For the last few days i've gone through a lot.

I lost my boyfriend. I found a new one.

I was betrayed. I was given.

I've felt pain. I've felt love.

But out of all this i've thought.



I've had a lot of time to think recently. I spend hours curled up in bed just staring into space and thinking. I've cried more in the past three days than i have in the whole year of 2012. And that's saying a lot.



I've also caused a lot of pain and been through a lot of pain.



Pain.....it's a funny thing really. We all have our different ways of dealing with it. Some of us lock it away, never to be seen until they crash. Some of us let it out right away. Some channel it into anger....but me.........i seem to take pain and just....process it. I sit there like a hollowed out log until the pain fades then i move on as if nothing happened....
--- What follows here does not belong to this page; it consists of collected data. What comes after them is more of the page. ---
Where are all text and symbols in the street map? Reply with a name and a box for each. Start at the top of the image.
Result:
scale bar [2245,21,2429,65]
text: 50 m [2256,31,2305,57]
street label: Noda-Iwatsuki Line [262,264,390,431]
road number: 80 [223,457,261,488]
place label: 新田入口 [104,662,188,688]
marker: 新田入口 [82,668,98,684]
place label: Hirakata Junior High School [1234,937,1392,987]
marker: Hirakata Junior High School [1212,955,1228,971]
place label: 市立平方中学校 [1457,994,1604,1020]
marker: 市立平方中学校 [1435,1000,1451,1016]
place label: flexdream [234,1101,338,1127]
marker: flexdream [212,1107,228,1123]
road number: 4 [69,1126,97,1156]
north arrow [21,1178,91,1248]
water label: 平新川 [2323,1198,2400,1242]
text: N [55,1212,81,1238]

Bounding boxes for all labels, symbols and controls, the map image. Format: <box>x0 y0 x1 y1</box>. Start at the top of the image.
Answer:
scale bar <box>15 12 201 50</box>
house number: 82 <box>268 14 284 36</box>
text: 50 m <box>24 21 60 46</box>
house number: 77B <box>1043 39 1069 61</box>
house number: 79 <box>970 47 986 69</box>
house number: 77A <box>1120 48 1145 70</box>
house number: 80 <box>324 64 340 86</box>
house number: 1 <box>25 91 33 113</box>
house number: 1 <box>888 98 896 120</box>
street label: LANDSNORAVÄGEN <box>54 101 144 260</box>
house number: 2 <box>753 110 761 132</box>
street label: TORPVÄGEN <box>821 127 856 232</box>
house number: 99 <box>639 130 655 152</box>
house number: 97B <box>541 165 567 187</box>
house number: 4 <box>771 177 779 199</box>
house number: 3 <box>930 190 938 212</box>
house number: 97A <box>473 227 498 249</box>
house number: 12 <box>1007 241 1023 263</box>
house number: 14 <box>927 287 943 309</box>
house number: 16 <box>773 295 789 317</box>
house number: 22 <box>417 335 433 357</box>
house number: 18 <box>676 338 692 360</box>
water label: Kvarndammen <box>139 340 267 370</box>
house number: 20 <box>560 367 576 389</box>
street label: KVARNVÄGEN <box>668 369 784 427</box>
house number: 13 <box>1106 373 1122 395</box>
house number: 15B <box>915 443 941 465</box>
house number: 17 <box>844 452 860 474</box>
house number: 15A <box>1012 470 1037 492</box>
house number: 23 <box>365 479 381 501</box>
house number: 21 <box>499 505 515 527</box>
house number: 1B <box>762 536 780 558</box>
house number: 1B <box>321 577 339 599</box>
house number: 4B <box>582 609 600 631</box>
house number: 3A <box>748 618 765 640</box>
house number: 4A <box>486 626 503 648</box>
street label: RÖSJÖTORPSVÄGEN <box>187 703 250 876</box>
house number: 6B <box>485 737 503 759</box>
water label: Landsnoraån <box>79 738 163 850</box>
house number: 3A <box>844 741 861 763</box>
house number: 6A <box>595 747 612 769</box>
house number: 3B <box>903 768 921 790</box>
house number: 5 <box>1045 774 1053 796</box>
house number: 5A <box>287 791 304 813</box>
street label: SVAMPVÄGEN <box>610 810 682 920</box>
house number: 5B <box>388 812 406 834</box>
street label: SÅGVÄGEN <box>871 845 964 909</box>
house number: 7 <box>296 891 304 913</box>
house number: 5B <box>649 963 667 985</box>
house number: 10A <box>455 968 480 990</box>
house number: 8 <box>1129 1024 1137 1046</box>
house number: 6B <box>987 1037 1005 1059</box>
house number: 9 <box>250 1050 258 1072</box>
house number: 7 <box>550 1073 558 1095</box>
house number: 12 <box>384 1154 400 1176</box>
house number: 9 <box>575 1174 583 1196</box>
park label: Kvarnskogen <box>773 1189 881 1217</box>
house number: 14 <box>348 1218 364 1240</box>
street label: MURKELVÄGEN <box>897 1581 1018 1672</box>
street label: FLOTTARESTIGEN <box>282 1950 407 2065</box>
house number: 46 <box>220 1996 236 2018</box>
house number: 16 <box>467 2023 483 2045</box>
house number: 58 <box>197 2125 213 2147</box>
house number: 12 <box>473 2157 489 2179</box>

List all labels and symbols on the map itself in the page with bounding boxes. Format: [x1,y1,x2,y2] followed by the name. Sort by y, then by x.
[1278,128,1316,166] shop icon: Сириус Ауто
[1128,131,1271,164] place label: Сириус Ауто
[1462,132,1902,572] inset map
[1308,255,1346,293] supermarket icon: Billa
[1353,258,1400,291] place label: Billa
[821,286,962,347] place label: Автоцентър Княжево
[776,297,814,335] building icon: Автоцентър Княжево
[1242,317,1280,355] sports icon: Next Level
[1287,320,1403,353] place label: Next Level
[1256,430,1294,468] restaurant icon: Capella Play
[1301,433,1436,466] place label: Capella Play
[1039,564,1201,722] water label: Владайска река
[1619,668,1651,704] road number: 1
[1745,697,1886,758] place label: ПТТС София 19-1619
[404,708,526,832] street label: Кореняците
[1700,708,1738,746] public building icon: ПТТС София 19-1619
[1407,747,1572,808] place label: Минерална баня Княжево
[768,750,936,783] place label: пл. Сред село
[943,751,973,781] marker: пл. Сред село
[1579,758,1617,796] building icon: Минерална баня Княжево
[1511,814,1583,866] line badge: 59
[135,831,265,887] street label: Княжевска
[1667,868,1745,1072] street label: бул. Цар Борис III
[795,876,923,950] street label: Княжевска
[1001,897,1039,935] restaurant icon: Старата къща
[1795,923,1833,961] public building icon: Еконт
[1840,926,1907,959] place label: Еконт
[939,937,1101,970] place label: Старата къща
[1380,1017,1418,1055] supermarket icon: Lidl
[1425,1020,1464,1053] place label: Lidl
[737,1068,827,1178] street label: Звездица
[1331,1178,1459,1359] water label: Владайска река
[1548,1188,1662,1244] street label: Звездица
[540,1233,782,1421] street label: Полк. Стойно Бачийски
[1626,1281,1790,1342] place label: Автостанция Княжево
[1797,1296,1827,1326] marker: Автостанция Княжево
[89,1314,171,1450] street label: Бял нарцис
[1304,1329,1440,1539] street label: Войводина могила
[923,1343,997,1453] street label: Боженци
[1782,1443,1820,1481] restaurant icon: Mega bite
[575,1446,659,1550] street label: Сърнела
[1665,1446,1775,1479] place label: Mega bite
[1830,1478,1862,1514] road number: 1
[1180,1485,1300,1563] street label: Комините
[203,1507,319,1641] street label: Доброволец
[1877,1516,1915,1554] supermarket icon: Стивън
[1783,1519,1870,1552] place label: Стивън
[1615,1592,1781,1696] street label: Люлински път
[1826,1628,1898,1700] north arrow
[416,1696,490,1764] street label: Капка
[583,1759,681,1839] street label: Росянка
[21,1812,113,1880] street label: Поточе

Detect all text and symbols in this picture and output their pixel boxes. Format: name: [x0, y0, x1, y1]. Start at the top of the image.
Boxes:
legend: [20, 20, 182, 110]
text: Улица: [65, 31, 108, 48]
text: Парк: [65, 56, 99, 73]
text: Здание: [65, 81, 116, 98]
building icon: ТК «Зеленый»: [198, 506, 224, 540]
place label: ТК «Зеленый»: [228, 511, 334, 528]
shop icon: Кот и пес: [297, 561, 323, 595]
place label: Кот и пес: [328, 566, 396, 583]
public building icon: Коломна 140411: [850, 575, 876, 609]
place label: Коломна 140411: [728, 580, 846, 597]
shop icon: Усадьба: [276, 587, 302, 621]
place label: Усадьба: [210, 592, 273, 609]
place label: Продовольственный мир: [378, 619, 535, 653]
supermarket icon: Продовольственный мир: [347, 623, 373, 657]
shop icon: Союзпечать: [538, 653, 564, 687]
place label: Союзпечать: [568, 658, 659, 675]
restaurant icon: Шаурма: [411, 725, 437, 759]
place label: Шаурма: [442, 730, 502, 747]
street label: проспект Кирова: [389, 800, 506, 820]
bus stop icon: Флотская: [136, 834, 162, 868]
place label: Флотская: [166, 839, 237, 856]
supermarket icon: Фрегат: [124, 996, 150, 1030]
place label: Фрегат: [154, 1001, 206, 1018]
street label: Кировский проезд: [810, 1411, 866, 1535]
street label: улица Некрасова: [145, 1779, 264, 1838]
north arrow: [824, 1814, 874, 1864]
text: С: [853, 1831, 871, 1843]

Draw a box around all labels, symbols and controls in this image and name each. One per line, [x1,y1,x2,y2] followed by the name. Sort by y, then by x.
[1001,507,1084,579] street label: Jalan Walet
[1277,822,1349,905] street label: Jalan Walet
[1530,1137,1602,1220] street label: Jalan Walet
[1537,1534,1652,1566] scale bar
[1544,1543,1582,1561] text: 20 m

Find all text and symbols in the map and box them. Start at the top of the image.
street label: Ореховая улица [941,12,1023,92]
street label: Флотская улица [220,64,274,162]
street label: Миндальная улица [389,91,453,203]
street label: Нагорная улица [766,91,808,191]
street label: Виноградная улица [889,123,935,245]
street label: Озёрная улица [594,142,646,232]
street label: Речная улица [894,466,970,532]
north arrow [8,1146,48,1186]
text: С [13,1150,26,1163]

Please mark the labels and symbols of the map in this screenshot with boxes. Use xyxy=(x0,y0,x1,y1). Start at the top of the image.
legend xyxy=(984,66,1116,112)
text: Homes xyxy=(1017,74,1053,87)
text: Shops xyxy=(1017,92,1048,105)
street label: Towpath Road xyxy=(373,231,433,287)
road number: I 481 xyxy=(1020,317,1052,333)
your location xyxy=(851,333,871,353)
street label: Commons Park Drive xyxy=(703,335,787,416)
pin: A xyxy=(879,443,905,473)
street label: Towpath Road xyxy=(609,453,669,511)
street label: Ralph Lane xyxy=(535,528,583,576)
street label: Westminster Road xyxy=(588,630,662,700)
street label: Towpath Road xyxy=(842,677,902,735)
At least, thats what i use to do. Now though...i've been telling others about my pain...and it's making me realize just how much pain i go through every day. I know my friends are glad to know when i'm in pain so that they can help...but it was easier before. When i could just let the pain fade on its own instead of talking about it and feeding the fire. Now i feel pain constantly and it drives me insane. It drives me to more pain.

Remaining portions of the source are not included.